Problem —
Once the line containing "M 204,233 L" is found in the records below, return it and each following line exactly, up to and including the line containing "M 417,576 L", and nothing else.

======== Supplied data ========

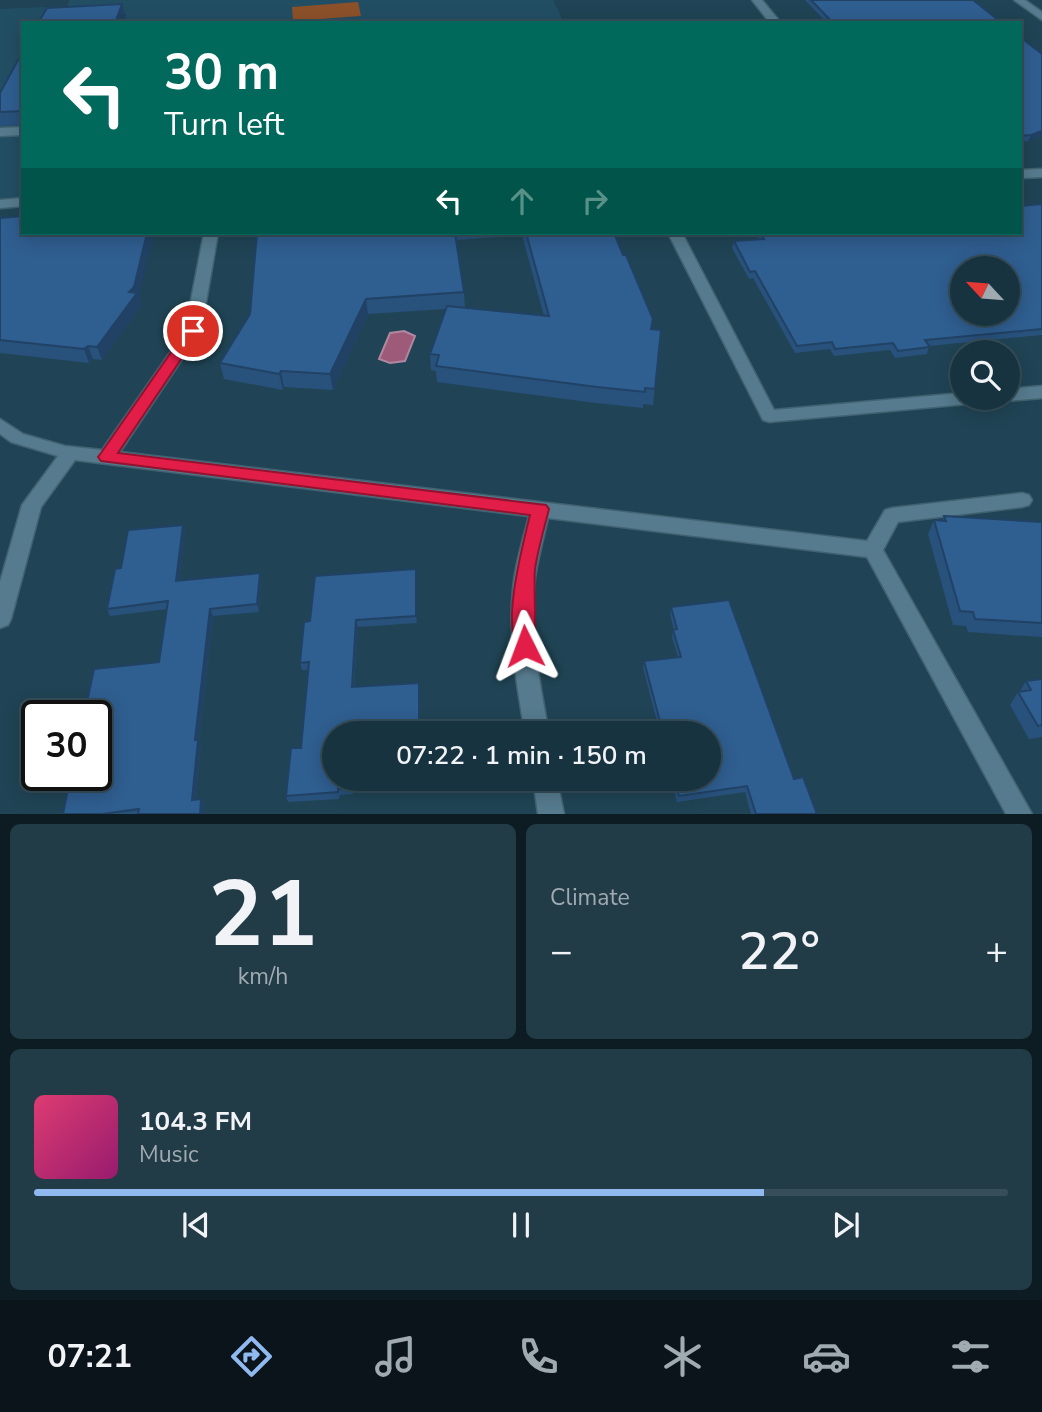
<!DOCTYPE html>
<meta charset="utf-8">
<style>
:root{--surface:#183340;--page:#213b47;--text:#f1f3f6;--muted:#9faab1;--line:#364e59;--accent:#90b9f0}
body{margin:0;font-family:"Nunito Sans",sans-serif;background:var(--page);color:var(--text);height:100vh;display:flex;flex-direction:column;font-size:26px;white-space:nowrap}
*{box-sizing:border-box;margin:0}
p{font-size:23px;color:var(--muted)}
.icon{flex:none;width:38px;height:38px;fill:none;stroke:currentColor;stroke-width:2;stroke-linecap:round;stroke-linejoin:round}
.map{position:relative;height:814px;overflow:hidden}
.details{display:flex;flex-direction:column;gap:10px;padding:10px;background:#0d1c23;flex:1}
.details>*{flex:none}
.guide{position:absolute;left:21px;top:21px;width:1001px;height:214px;border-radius:0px;box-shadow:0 4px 18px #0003,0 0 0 2px var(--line);background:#00695c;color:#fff;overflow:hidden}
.needle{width:46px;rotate:296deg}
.fabs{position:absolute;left:950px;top:256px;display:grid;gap:14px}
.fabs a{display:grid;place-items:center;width:70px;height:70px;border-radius:50%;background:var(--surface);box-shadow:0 4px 18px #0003,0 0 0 2px var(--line);font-size:35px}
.speed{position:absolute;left:21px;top:700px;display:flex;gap:14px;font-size:35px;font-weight:700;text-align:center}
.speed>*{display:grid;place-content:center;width:91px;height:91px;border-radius:50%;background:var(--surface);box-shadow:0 4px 18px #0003,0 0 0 2px var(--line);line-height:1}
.speed .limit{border:4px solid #111;border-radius:10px;background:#fff;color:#111}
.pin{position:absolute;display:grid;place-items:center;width:60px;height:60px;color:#fff;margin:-30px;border:4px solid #fff;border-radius:50%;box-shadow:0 2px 7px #0007}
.me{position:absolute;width:77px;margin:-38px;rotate:357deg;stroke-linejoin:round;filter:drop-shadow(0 0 5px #0008)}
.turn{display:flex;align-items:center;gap:24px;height:147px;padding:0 28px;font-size:32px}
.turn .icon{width:91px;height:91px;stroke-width:2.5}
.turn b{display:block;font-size:49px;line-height:60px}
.lanes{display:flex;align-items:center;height:66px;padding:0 28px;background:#0003;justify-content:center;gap:35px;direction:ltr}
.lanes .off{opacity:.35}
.big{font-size:52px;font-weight:600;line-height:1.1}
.details .tile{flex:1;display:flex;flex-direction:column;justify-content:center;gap:10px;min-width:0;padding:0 24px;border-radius:10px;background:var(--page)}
.details .dial{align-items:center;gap:0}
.dial b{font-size:91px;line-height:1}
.song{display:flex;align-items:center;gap:21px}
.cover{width:84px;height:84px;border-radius:10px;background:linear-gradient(135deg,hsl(340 70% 55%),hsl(320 70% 35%))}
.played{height:7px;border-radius:4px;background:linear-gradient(90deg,var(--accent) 75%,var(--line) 75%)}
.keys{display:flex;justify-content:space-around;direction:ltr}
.heat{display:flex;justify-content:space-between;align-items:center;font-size:38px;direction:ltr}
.details .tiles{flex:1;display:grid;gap:10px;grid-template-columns:1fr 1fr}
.tile:last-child{grid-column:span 2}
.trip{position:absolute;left:322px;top:721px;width:399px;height:70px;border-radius:35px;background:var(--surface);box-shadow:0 4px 18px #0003,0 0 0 2px var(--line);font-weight:600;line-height:70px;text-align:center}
.tab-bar{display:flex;height:112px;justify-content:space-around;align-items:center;background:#0a141a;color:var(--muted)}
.tab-bar .icon{width:49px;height:49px}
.tab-bar .active{color:var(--accent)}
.tab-bar b{font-size:32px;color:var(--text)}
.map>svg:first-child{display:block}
</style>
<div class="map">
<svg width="1042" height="814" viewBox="0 0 1042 814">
<rect width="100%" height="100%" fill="#204455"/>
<path fill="#224e64" d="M 70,0 L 553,0 L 564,23 L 23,23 L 23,208 L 0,210 L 0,9 L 67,6 Z"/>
<path fill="#8c5129" d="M 358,2 L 361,16 L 293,21 L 292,7 Z"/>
<path fill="#9d5a79" stroke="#b087a0" stroke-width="2" d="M 404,331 L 415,336 L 405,361 L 390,363 L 379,359 L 390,333 Z"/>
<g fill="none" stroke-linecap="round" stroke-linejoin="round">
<g stroke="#416270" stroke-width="3">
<path id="minor" d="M 752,0 L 762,0 L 781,23 L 770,23 Z
M 1014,0 L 1025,0 L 1042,12 L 1042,20 Z
M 23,127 L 23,135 L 0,136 L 0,128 Z
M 1042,169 L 1042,177 L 1020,178 L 1020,170 Z
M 23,198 L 23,206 L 0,208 L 0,200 Z
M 204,233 L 218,233 L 201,331 L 120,452 L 867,541 L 885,510 L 892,508 L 1022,493 L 1029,495 L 1032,500 L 1029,505 L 1022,507 L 898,522 L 883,550 L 1032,814 L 1006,814 L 867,557 L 548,518 C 543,541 536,564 534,587 C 530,636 540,685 549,733 L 525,733 C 517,686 508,637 513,589 C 515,564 523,540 529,516 L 75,460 L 41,507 L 11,619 L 8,625 L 0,628 L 0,582 L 22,505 L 58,456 L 11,442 L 0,434 L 0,419 L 23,434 L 65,446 L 102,450 L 185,331 Z
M 668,233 L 682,233 L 774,410 L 962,393 L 962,397 L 986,397 L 978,403 L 769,422 L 763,420 Z
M 1042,386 L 1042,398 L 1008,401 L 1001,397 L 1008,397 L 1008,389 Z
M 533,779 L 557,779 L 564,814 L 538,814 Z"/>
</g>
<use href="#minor" fill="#567b8e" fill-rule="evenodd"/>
</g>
<path fill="#28517c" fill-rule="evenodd" d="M 805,0 L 973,0 L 1002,23 L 827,23 Z
M 1020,37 L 1042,54 L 1042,136 L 1028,141 L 1020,142 Z
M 23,51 L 23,125 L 0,126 L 0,93 Z
M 1042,204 L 1042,335 L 929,346 L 927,354 L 895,358 L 890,350 L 834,356 L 830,349 L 795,353 L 753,278 L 749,279 L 732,248 L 734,241 L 759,239 L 755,233 L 1020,233 Z
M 0,218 L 139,297 L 141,306 L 102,360 L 93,359 L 89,363 L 0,353 Z
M 257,233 L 614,233 L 651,329 L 661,330 L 653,405 L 643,404 L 643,408 L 596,403 L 437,382 L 436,371 L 431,370 L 430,354 L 446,309 L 368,314 L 333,390 L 284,387 L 283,390 L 224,379 L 220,363 L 250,314 ZM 522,235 L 544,316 L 460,308 L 465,307 L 464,292 L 456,240 Z
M 944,516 L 1042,522 L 1042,637 L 968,632 L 966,626 L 953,625 L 928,534 L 934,520 L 942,521 Z
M 185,532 L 179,581 L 260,573 L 261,580 L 259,612 L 213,616 L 199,742 L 201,747 L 195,800 L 201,799 L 204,805 L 203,814 L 63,814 L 159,662 L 167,609 L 110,616 L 107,609 L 121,568 Z
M 417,576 L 417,623 L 358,627 L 354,687 L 420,690 L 420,733 L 334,733 L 334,779 L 353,779 L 353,794 L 340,795 L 339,799 L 288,802 L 286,796 L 301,748 L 308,670 L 302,670 L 300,663 L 310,621 Z
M 671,607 L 794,779 L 817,814 L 751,814 L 745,792 L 677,802 L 671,779 L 709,779 L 709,733 L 660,733 L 643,668 L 644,661 L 678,657 L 672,637 L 673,630 L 674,630 L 670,614 Z
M 1042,679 L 1042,737 L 1029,739 L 1010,705 L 1018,692 L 1020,691 L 1026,681 Z"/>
<path fill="#214265" d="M 122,4 L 126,16 L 123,23 L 115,23 Z
M 1042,131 L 1042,136 L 1028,141 L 1031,135 Z
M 147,233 L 154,233 L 139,297 L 141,306 L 102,360 L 97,347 L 129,292 Z
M 366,299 L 368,314 L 333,390 L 330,374 Z
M 88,346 L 93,359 L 89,363 L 84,349 Z
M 281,371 L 284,387 L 283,390 L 279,374 Z
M 183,525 L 185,532 L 178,589 L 176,581 Z
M 416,569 L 417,576 L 417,623 L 416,616 Z
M 260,573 L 261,580 L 259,612 L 257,604 Z
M 210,609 L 213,616 L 199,742 L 201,747 L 194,807 L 192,800 L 195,740 Z
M 356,620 L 358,627 L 353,694 L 352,687 Z
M 351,779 L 353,779 L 353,794 L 351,787 Z
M 201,799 L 204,805 L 203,814 L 200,814 Z"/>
<path fill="#2f5e90" stroke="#214265" stroke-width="2" fill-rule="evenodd" d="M 811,0 L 973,0 L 1002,23 L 833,23 Z
M 122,4 L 115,23 L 38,23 L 47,8 Z
M 1020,37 L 1042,54 L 1042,131 L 1031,135 L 1020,136 Z
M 23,51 L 23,111 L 0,112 L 0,93 Z
M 1042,204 L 1042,329 L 925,340 L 930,347 L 898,351 L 893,343 L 835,349 L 832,342 L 797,346 L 755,271 L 750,272 L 734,241 L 764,239 L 760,233 L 1020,233 L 1020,206 ZM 962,268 L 1008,268 L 1008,313 L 962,313 Z
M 23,216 L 23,233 L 147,233 L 134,287 L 129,292 L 137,293 L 97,347 L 88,346 L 84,349 L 0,340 L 0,218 Z
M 257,233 L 455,233 L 464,292 L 366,299 L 330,374 L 281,371 L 279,374 L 220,363 L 250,314 Z
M 526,233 L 614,233 L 623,255 L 626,255 L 653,319 L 651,329 L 661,330 L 655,389 L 645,388 L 645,392 L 597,387 L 436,366 L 439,355 L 430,354 L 447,306 L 549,316 Z
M 944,516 L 1042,522 L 1042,623 L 975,619 L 973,612 L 960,611 L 934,520 L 946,521 Z
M 183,525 L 176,581 L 260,573 L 257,604 L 210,609 L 195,740 L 198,740 L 192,800 L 201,799 L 200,814 L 138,814 L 139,809 L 102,814 L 63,814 L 71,775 L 96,775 L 96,716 L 84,716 L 94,669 L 159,662 L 168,601 L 107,609 L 115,569 L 121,568 L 128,530 Z
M 416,569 L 416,616 L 356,620 L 352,687 L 419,683 L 419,733 L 334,733 L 334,779 L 351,779 L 351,787 L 338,789 L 338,792 L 286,796 L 291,748 L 301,748 L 309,662 L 300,663 L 304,622 L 310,621 L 315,576 Z
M 729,600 L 794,779 L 803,777 L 817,814 L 756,814 L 747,786 L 679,796 L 674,779 L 709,779 L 709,733 L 663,733 L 644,661 L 681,657 L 673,630 L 677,629 L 671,607 Z
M 1042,679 L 1042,725 L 1038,726 L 1018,692 L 1031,690 L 1026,681 Z"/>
<path fill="#e11d48" stroke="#92132f" stroke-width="2" d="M 193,327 L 200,331 L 118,453 L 546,505 L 549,509 C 544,529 538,549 535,569 C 533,588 538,640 532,652 L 525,655 L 518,652 C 502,621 522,548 530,515 L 101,461 L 98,457 L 101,453 L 188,328 Z"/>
</svg>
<div class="fabs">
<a><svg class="needle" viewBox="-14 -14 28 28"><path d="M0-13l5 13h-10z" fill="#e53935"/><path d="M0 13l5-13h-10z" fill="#9faab1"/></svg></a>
<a><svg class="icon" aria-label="search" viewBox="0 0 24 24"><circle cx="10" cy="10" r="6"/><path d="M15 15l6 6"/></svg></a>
</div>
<div class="speed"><div class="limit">30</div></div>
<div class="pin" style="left:193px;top:331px;background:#d93025"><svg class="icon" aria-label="arrive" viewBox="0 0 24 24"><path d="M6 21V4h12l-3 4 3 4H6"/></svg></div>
<svg class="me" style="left:525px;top:646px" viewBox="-20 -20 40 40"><path d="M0-17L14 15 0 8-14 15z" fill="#e11d48" stroke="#fff" stroke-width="4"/></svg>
<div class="trip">07:22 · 1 min · 150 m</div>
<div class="guide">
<div class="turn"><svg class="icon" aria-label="left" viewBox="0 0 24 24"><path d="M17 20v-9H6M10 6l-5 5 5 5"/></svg><div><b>30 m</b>Turn left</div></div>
<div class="lanes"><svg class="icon" aria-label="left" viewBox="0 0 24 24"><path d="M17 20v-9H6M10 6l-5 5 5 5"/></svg><svg class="icon off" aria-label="ahead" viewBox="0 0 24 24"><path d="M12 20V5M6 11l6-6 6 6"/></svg><svg class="icon off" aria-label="right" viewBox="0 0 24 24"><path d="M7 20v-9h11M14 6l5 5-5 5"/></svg></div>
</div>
</div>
<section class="details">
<div class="tiles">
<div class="tile dial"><b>21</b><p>km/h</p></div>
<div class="tile"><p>Climate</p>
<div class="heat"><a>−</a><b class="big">22°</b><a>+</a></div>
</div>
<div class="tile">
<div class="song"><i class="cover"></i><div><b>104.3 FM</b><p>Music</p></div></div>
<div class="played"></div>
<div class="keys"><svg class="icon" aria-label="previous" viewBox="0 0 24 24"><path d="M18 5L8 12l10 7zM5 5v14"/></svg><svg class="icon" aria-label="pause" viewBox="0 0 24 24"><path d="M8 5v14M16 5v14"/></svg><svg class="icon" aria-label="next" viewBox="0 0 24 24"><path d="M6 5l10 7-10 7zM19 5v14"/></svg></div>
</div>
</div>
</section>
<nav class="tab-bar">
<b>07:21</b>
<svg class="icon active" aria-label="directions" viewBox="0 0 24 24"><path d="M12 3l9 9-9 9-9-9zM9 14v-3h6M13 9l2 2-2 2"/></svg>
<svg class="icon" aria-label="music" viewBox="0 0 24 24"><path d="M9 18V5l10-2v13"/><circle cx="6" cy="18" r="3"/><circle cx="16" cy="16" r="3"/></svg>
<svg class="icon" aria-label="phone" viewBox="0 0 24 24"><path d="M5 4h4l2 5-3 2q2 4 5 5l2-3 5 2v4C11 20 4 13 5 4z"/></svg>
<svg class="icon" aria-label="climate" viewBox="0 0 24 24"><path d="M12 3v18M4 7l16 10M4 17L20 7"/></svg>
<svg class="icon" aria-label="car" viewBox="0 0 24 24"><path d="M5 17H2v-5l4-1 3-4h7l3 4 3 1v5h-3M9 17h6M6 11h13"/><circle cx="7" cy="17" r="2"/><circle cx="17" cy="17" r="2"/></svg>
<svg class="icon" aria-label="filters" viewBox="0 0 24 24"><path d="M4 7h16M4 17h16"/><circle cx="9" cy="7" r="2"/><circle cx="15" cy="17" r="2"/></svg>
</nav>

========

Task solution —
M 204,233 L 218,233 L 201,331 L 120,452 L 867,541 L 885,510 L 892,508 L 1022,493 L 1029,495 L 1032,500 L 1029,505 L 1022,507 L 898,522 L 883,550 L 1032,814 L 1006,814 L 867,557 L 548,518 C 543,541 536,564 534,587 C 530,636 540,685 549,733 L 525,733 C 517,686 508,637 513,589 C 515,564 523,540 529,516 L 75,460 L 41,507 L 11,619 L 8,625 L 0,628 L 0,582 L 22,505 L 58,456 L 11,442 L 0,434 L 0,419 L 23,434 L 65,446 L 102,450 L 185,331 Z
M 668,233 L 682,233 L 774,410 L 962,393 L 962,397 L 986,397 L 978,403 L 769,422 L 763,420 Z
M 1042,386 L 1042,398 L 1008,401 L 1001,397 L 1008,397 L 1008,389 Z
M 533,779 L 557,779 L 564,814 L 538,814 Z"/>
</g>
<use href="#minor" fill="#567b8e" fill-rule="evenodd"/>
</g>
<path fill="#28517c" fill-rule="evenodd" d="M 805,0 L 973,0 L 1002,23 L 827,23 Z
M 1020,37 L 1042,54 L 1042,136 L 1028,141 L 1020,142 Z
M 23,51 L 23,125 L 0,126 L 0,93 Z
M 1042,204 L 1042,335 L 929,346 L 927,354 L 895,358 L 890,350 L 834,356 L 830,349 L 795,353 L 753,278 L 749,279 L 732,248 L 734,241 L 759,239 L 755,233 L 1020,233 Z
M 0,218 L 139,297 L 141,306 L 102,360 L 93,359 L 89,363 L 0,353 Z
M 257,233 L 614,233 L 651,329 L 661,330 L 653,405 L 643,404 L 643,408 L 596,403 L 437,382 L 436,371 L 431,370 L 430,354 L 446,309 L 368,314 L 333,390 L 284,387 L 283,390 L 224,379 L 220,363 L 250,314 ZM 522,235 L 544,316 L 460,308 L 465,307 L 464,292 L 456,240 Z
M 944,516 L 1042,522 L 1042,637 L 968,632 L 966,626 L 953,625 L 928,534 L 934,520 L 942,521 Z
M 185,532 L 179,581 L 260,573 L 261,580 L 259,612 L 213,616 L 199,742 L 201,747 L 195,800 L 201,799 L 204,805 L 203,814 L 63,814 L 159,662 L 167,609 L 110,616 L 107,609 L 121,568 Z
M 417,576 L 417,623 L 358,627 L 354,687 L 420,690 L 420,733 L 334,733 L 334,779 L 353,779 L 353,794 L 340,795 L 339,799 L 288,802 L 286,796 L 301,748 L 308,670 L 302,670 L 300,663 L 310,621 Z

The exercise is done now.